## [Task statement]
Restate each entry shown beneath this instruction, keeping its wording intact.

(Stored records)
○ ○ ○ ○ ○

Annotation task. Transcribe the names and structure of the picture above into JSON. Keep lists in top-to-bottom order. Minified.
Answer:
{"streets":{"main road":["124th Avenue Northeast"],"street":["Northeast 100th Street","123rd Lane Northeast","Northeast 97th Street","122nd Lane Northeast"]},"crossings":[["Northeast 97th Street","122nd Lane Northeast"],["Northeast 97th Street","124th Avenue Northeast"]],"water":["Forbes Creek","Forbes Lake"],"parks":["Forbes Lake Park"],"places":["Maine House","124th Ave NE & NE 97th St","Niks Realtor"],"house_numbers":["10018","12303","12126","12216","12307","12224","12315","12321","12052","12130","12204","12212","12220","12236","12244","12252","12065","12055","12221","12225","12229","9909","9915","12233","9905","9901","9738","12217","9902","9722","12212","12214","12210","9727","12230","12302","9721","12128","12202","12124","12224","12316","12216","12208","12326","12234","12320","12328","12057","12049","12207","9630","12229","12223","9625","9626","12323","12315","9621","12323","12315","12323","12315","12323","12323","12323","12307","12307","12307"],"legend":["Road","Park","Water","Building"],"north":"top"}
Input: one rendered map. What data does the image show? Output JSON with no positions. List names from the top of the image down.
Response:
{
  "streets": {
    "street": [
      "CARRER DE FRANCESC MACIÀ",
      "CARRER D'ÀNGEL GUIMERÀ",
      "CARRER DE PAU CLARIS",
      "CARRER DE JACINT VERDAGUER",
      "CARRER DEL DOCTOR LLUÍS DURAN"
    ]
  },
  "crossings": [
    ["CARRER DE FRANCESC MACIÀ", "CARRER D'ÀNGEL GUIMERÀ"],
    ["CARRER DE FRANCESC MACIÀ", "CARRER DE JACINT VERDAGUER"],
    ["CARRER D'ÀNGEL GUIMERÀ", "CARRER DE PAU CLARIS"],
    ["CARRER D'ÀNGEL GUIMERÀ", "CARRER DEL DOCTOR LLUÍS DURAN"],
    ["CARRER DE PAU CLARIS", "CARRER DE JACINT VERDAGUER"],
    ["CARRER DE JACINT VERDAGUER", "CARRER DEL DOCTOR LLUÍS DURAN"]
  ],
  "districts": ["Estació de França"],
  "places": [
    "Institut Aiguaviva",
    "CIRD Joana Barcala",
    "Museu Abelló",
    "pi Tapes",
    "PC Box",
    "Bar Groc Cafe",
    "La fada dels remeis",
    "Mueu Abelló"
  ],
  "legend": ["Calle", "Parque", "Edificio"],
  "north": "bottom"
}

○ ○ ○ ○ ○

## [Your solution]
Annotation task. Transcribe the names and structure of the picture above into JSON. Keep lists in top-to-bottom order. Minified.
Answer:
{"streets":{"main road":["124th Avenue Northeast"],"street":["Northeast 100th Street","123rd Lane Northeast","Northeast 97th Street","122nd Lane Northeast"]},"crossings":[["Northeast 97th Street","122nd Lane Northeast"],["Northeast 97th Street","124th Avenue Northeast"]],"water":["Forbes Creek","Forbes Lake"],"parks":["Forbes Lake Park"],"places":["Maine House","124th Ave NE & NE 97th St","Niks Realtor"],"house_numbers":["10018","12303","12126","12216","12307","12224","12315","12321","12052","12130","12204","12212","12220","12236","12244","12252","12065","12055","12221","12225","12229","9909","9915","12233","9905","9901","9738","12217","9902","9722","12212","12214","12210","9727","12230","12302","9721","12128","12202","12124","12224","12316","12216","12208","12326","12234","12320","12328","12057","12049","12207","9630","12229","12223","9625","9626","12323","12315","9621","12323","12315","12323","12315","12323","12323","12323","12307","12307","12307"],"legend":["Road","Park","Water","Building"],"north":"top"}
Input: one rendered map. What data does the image show? Output JSON with no positions. List names from the top of the image down.
Response:
{
  "streets": {
    "street": [
      "CARRER DE FRANCESC MACIÀ",
      "CARRER D'ÀNGEL GUIMERÀ",
      "CARRER DE PAU CLARIS",
      "CARRER DE JACINT VERDAGUER",
      "CARRER DEL DOCTOR LLUÍS DURAN"
    ]
  },
  "crossings": [
    ["CARRER DE FRANCESC MACIÀ", "CARRER D'ÀNGEL GUIMERÀ"],
    ["CARRER DE FRANCESC MACIÀ", "CARRER DE JACINT VERDAGUER"],
    ["CARRER D'ÀNGEL GUIMERÀ", "CARRER DE PAU CLARIS"],
    ["CARRER D'ÀNGEL GUIMERÀ", "CARRER DEL DOCTOR LLUÍS DURAN"],
    ["CARRER DE PAU CLARIS", "CARRER DE JACINT VERDAGUER"],
    ["CARRER DE JACINT VERDAGUER", "CARRER DEL DOCTOR LLUÍS DURAN"]
  ],
  "districts": ["Estació de França"],
  "places": [
    "Institut Aiguaviva",
    "CIRD Joana Barcala",
    "Museu Abelló",
    "pi Tapes",
    "PC Box",
    "Bar Groc Cafe",
    "La fada dels remeis",
    "Mueu Abelló"
  ],
  "legend": ["Calle", "Parque", "Edificio"],
  "north": "bottom"
}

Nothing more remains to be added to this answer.